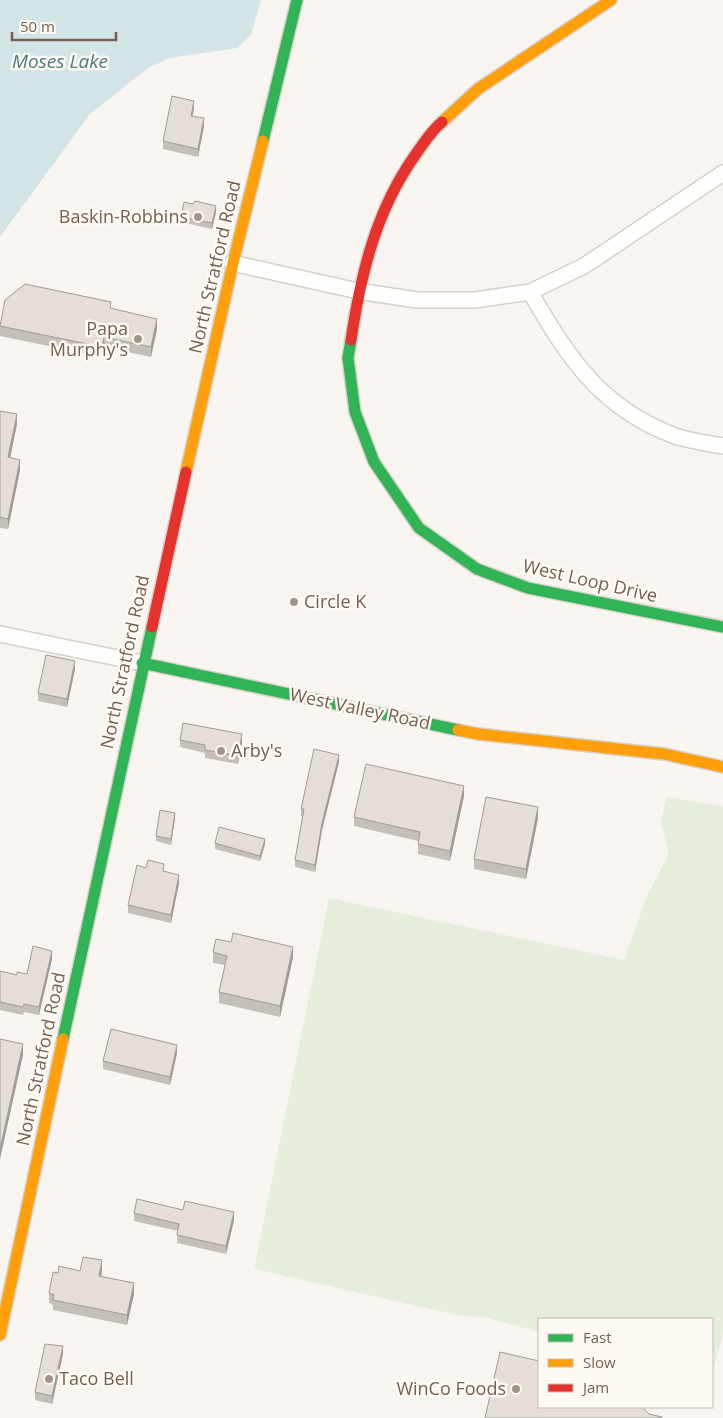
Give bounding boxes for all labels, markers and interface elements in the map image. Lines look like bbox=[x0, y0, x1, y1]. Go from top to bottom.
scale bar bbox=[12, 10, 116, 42]
text: 50 m bbox=[20, 16, 55, 36]
water label: Moses Lake bbox=[12, 48, 108, 74]
street label: North Stratford Road bbox=[182, 178, 246, 356]
place label: Baskin-Robbins bbox=[59, 204, 188, 228]
marker: Baskin-Robbins bbox=[192, 211, 204, 223]
place label: Papa Murphy's bbox=[50, 316, 128, 361]
marker: Papa Murphy's bbox=[132, 333, 144, 345]
street label: West Loop Drive bbox=[521, 553, 660, 607]
street label: North Stratford Road bbox=[94, 573, 154, 751]
place label: Circle K bbox=[304, 589, 367, 613]
marker: Circle K bbox=[288, 596, 300, 608]
street label: West Valley Road bbox=[288, 681, 433, 735]
place label: Arby's bbox=[231, 738, 282, 762]
marker: Arby's bbox=[215, 745, 227, 757]
street label: North Stratford Road bbox=[10, 970, 70, 1148]
legend bbox=[538, 1318, 713, 1408]
text: Fast bbox=[583, 1327, 612, 1347]
text: Slow bbox=[583, 1352, 616, 1372]
place label: Taco Bell bbox=[59, 1366, 134, 1390]
marker: Taco Bell bbox=[43, 1373, 55, 1385]
place label: WinCo Foods bbox=[396, 1376, 506, 1400]
text: Jam bbox=[581, 1377, 609, 1397]
marker: WinCo Foods bbox=[510, 1383, 522, 1395]

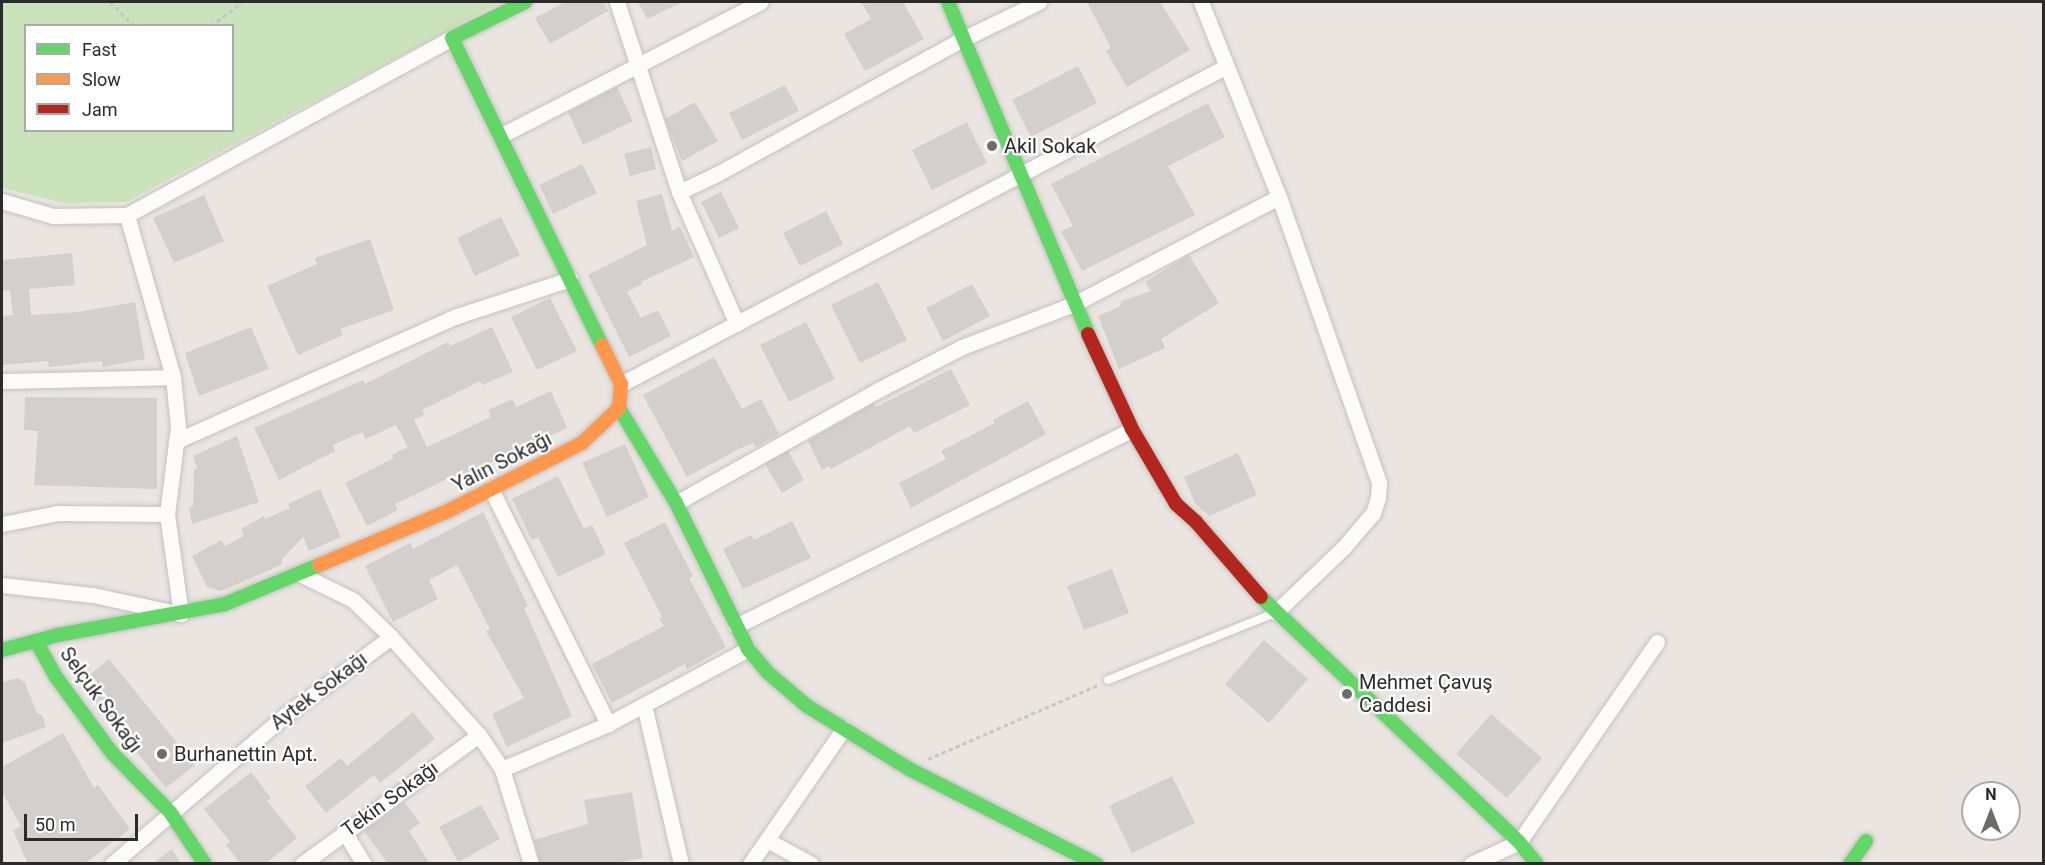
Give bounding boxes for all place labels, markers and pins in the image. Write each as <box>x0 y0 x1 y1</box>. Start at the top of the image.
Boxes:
place label: Akil Sokak <box>1004 134 1096 158</box>
marker: Akil Sokak <box>985 139 999 153</box>
place label: Mehmet Çavuş Caddesi <box>1359 670 1493 717</box>
marker: Mehmet Çavuş Caddesi <box>1340 687 1354 701</box>
place label: Burhanettin Apt. <box>174 742 318 766</box>
marker: Burhanettin Apt. <box>155 747 169 761</box>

§ **Exercise directions**:
Write out precisely the lines from the one holding "Give bounding boxes for all place" through the end of the material, including both of those ends.

§ **Response**:
Give bounding boxes for all place labels, markers and pins in the image. Write each as <box>x0 y0 x1 y1</box>. Start at the top of the image.
Boxes:
place label: Akil Sokak <box>1004 134 1096 158</box>
marker: Akil Sokak <box>985 139 999 153</box>
place label: Mehmet Çavuş Caddesi <box>1359 670 1493 717</box>
marker: Mehmet Çavuş Caddesi <box>1340 687 1354 701</box>
place label: Burhanettin Apt. <box>174 742 318 766</box>
marker: Burhanettin Apt. <box>155 747 169 761</box>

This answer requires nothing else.